ABOUT THIS TASK – Scan the data below for lines containing the string "index" and give only how many there are.

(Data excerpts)
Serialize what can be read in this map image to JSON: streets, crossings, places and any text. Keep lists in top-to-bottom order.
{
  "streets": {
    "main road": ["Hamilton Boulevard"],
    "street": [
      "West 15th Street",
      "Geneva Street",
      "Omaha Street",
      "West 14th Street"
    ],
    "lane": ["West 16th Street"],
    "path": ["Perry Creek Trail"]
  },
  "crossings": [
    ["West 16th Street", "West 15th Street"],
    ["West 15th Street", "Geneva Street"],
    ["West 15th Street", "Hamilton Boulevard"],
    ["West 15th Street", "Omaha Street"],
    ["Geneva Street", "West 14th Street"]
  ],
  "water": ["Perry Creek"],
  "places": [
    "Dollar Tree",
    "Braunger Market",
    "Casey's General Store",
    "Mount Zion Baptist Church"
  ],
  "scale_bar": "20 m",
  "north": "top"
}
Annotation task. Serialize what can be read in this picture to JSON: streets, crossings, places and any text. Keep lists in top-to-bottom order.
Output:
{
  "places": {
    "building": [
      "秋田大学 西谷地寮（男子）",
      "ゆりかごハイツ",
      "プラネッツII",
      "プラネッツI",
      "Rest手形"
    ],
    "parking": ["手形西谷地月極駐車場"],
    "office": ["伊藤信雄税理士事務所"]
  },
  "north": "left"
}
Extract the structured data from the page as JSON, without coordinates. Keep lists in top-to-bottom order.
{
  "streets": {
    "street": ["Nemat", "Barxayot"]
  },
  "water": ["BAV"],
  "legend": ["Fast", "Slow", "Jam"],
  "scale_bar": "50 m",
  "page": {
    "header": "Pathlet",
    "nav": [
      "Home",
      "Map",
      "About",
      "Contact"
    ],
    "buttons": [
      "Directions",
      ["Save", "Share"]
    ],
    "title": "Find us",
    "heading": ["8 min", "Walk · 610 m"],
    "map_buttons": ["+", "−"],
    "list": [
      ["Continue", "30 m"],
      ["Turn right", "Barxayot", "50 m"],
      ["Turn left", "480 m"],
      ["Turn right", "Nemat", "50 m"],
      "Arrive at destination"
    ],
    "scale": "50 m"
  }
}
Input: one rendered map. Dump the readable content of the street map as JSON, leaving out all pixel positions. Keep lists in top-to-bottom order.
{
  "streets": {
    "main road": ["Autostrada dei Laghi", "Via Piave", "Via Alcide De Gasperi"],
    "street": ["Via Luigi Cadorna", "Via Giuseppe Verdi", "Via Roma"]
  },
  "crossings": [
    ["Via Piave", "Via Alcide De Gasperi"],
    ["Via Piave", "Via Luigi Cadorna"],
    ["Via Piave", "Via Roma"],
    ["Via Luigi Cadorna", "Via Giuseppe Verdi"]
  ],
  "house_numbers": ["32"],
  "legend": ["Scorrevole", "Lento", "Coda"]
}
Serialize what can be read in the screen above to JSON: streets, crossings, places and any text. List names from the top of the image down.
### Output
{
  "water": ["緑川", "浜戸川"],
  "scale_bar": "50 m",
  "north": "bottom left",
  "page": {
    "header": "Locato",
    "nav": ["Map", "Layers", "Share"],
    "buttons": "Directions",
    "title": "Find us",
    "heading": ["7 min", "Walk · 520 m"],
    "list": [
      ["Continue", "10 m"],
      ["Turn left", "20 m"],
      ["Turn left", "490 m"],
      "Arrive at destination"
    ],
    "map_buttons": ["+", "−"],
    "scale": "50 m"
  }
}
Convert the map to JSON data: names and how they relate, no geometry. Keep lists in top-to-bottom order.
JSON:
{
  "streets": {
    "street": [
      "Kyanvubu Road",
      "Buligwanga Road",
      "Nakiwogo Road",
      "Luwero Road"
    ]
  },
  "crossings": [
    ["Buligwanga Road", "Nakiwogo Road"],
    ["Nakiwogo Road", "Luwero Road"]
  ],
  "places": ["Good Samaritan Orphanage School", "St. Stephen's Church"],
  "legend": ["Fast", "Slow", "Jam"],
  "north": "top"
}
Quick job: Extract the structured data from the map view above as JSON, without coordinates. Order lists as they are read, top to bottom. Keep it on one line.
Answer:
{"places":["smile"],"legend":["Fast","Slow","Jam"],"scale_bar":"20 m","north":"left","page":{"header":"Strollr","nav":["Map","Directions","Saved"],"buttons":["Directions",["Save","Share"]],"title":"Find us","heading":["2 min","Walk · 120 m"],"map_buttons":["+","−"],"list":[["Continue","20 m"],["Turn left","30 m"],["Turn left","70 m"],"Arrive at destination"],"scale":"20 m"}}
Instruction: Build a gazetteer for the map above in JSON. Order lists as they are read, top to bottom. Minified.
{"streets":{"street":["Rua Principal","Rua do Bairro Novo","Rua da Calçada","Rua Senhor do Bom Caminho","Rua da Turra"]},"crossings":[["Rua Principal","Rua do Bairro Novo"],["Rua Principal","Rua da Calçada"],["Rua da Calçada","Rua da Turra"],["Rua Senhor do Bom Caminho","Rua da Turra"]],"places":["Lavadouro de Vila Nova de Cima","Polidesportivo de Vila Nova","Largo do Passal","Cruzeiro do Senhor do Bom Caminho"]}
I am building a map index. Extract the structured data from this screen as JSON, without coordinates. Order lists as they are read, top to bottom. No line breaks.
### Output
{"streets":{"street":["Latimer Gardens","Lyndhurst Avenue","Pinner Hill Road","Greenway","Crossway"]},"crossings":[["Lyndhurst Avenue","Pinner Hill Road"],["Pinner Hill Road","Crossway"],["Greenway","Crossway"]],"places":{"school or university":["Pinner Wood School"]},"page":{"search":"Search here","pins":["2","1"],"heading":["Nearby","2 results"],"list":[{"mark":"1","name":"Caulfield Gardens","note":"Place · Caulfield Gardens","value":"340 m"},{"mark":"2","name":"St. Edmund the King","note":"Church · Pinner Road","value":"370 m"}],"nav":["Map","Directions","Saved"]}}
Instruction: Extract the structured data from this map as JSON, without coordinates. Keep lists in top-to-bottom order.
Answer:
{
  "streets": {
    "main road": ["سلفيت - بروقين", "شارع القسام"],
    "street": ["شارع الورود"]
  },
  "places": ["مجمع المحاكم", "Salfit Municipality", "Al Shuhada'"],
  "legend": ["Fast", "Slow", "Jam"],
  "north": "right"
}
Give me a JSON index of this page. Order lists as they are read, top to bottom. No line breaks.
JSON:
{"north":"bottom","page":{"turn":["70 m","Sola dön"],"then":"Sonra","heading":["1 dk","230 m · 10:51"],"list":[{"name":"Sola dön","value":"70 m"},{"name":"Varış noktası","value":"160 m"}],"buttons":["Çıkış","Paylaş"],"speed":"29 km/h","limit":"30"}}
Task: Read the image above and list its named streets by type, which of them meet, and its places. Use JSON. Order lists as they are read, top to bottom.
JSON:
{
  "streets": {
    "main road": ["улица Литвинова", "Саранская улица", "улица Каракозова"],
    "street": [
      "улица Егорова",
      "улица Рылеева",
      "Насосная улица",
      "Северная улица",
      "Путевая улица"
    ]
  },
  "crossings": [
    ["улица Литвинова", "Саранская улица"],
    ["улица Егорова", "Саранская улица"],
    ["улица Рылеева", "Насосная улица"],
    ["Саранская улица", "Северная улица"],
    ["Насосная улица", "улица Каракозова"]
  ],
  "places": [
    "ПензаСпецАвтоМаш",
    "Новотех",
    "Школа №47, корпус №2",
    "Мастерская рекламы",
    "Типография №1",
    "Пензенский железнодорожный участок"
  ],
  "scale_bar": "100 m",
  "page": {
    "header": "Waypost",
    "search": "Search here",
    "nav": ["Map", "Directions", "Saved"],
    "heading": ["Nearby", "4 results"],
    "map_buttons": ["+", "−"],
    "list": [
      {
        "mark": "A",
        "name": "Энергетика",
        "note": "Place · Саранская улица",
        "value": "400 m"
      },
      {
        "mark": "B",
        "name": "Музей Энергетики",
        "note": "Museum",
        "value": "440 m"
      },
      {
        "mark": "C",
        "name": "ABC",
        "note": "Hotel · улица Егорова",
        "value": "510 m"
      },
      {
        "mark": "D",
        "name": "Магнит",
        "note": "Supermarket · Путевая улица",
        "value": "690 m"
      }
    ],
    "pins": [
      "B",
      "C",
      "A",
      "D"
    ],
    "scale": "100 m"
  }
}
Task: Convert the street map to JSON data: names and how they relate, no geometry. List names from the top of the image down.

RESULT FOR THIS TASK – 2